Lord Garden: My Lords, I thank the noble and learned Lord, Lord Howe of Aberavon, for this opportunity to acknowledge the contribution made by so many different parts of the United Kingdom community, both governmental and non-governmental, to the promotion of our interests abroad. I also welcome the fact that we will be able to hear the noble Lord, Lord Patten of Barnes, make his important maiden speech in this House.

Your Lordships will not be surprised that I shall concentrate my remarks on the first of the noble and learned Lord's Ds—defence and the work of the British military—first, to recognise the extraordinary contribution that our Armed Forces make around the world; and, secondly, to express concerns about the extent to which they will be able to continue this work in the future.

During the Strategic Defence Review, the noble Lord, Lord Robertson of Port Ellen, made defence diplomacy one of the eight core tasks for the Armed Forces. I was included in the study for that review, specifically looking at defence diplomacy, and I have subsequently done research work at King's College London for the Ministry of Defence on measuring effectiveness in this area. As we conducted field trips to look at training teams, at loan service personnel and at graduates of British military courses, I was surprised, as were my academic colleagues, at the sheer range of influence which the United Kingdom gains for remarkably small investment. Within the field of defence diplomacy, the training of international students within the United Kingdom also plays an important part, as I know from my time as commandant at the Royal College of Defence Studies. That extends beyond senior military personnel to foreign government officials, who move on to leadership posts in their countries. The long-term pay-offs to British interests can be very high indeed.

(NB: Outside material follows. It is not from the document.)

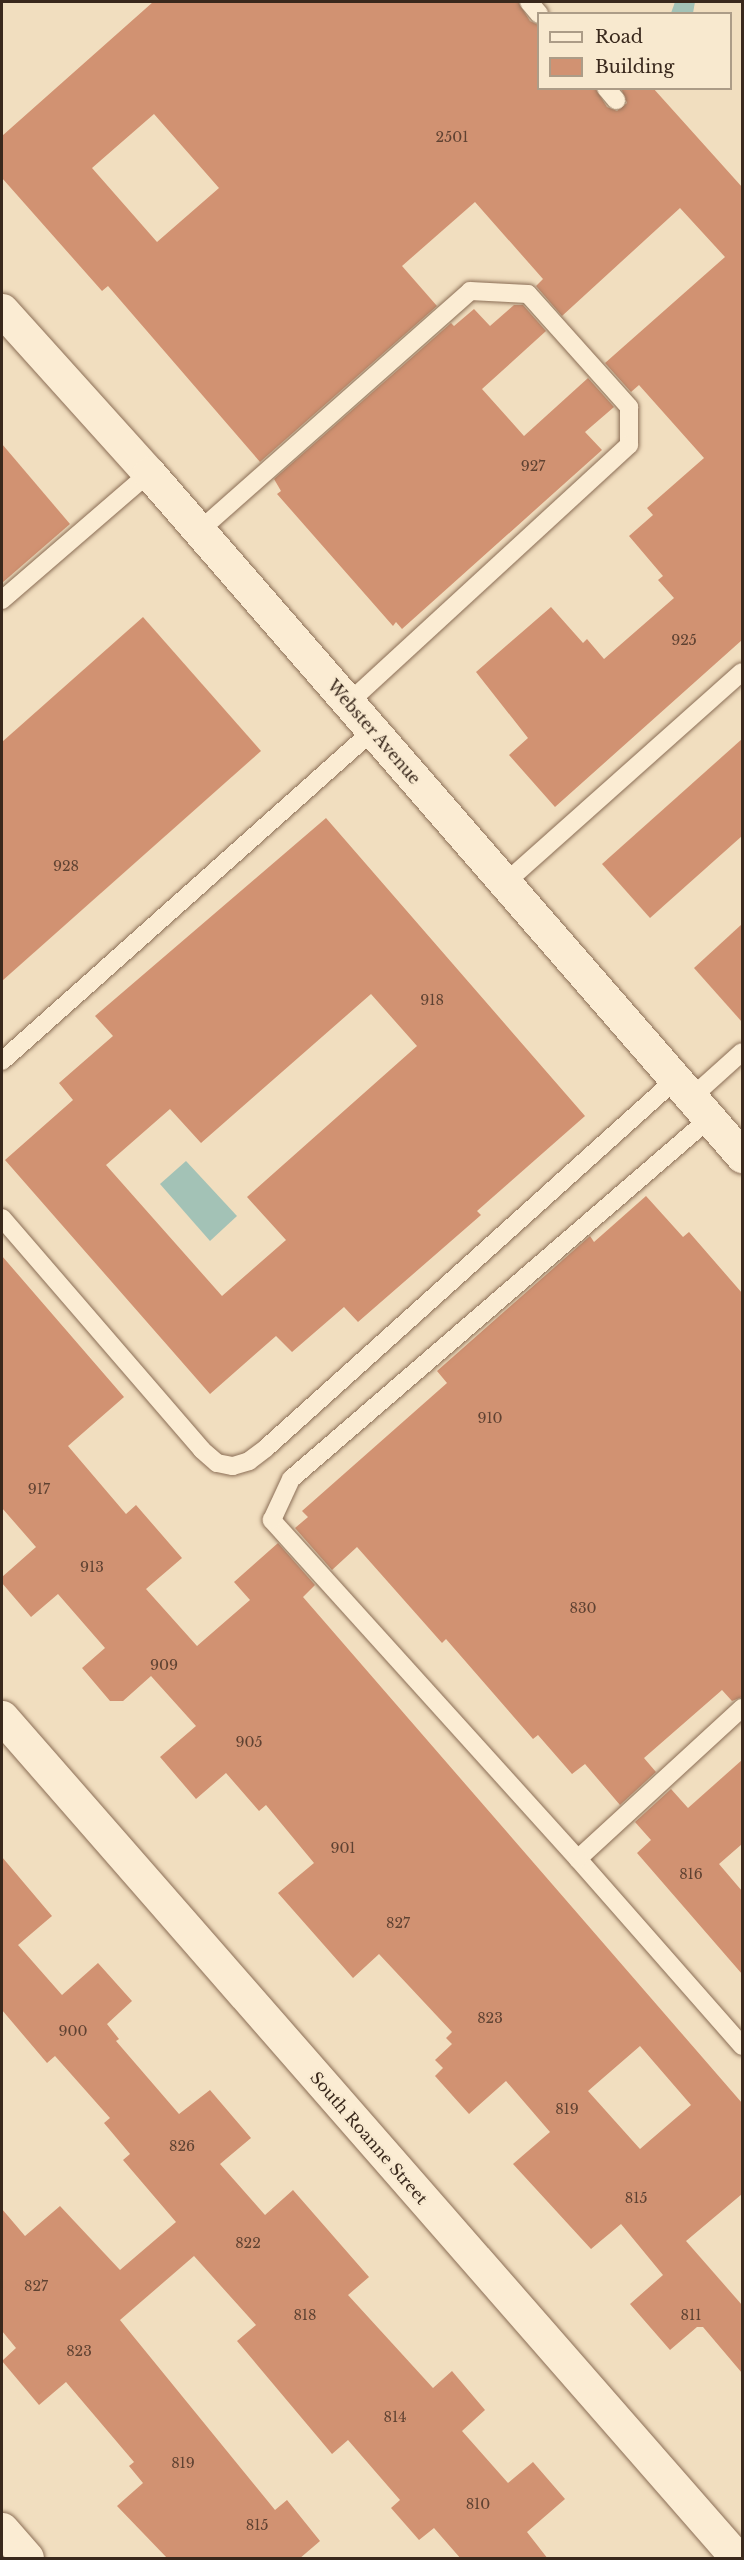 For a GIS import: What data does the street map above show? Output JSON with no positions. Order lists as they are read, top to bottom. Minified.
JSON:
{"streets":{"street":["Webster Avenue","South Roanne Street"]},"house_numbers":["2501","927","925","928","918","910","917","913","830","909","905","901","816","827","823","900","819","826","815","822","827","818","811","823","814","819","810","815"],"legend":["Road","Building"]} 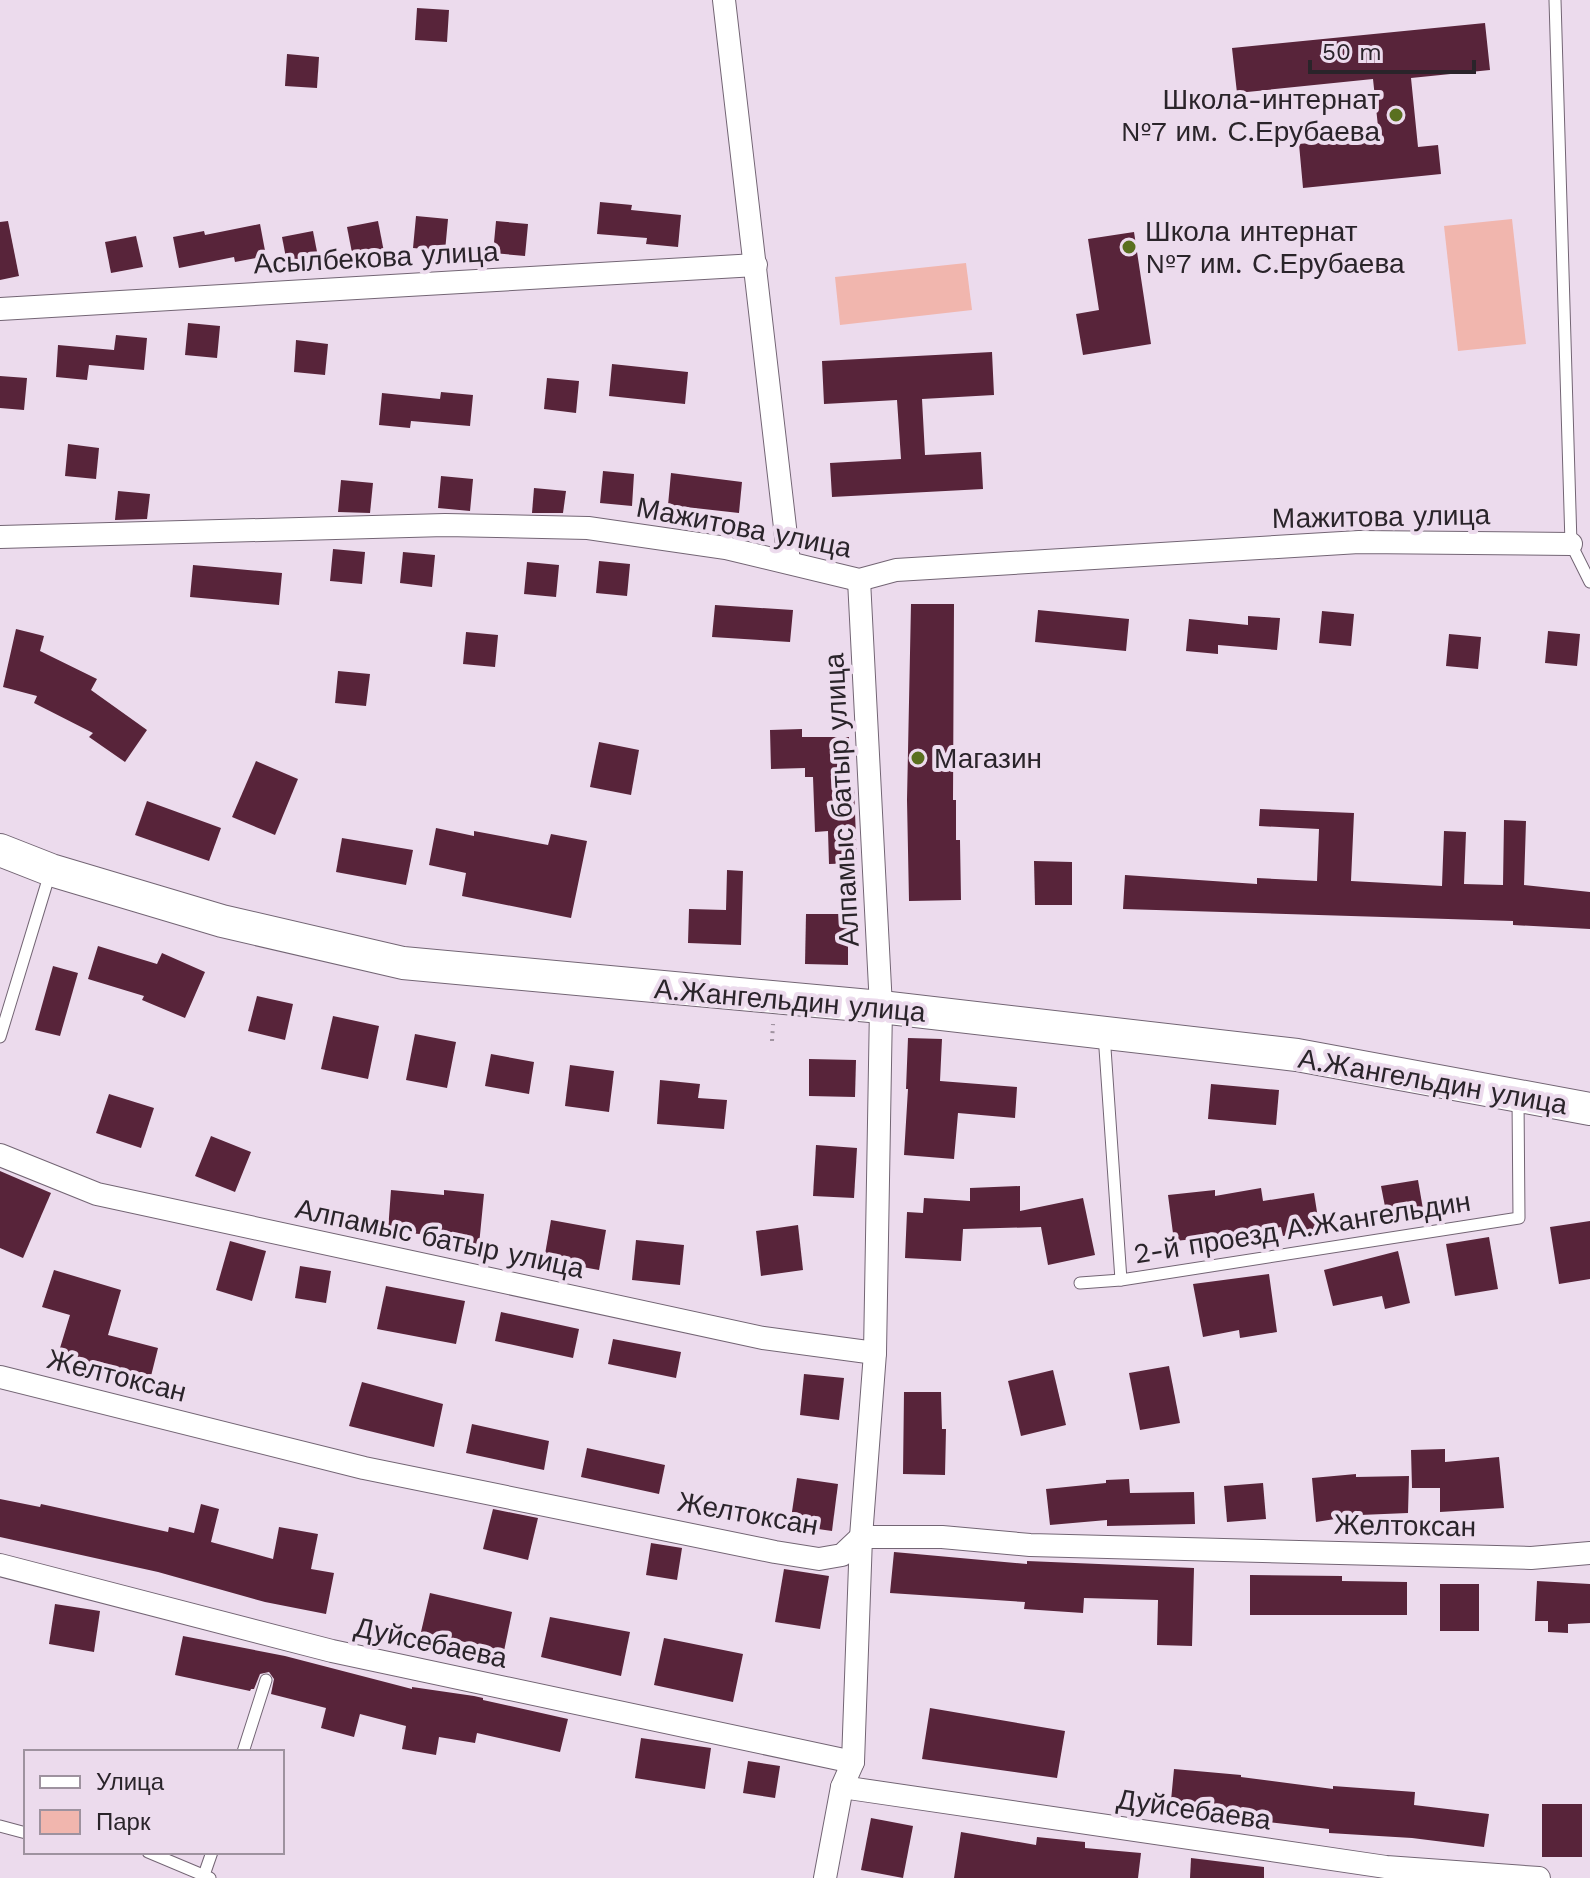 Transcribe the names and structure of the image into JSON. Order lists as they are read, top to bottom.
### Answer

I particularly welcome the developing co-operation that has grown between the Ministry of Defence, the Foreign Office and DfID, despite what the noble Baroness, Lady Symons of Vernham Dean, has just said about problems between the Foreign Office and DfID. This has happened since the establishment of the Global Conflict Prevention Pool and the similar pool focused on sub-Saharan Africa. The arrangement has encouraged the departments to work together to seek the best joint way of promoting stability in difficult areas of the world. Success in this can bring great dividends for British influence.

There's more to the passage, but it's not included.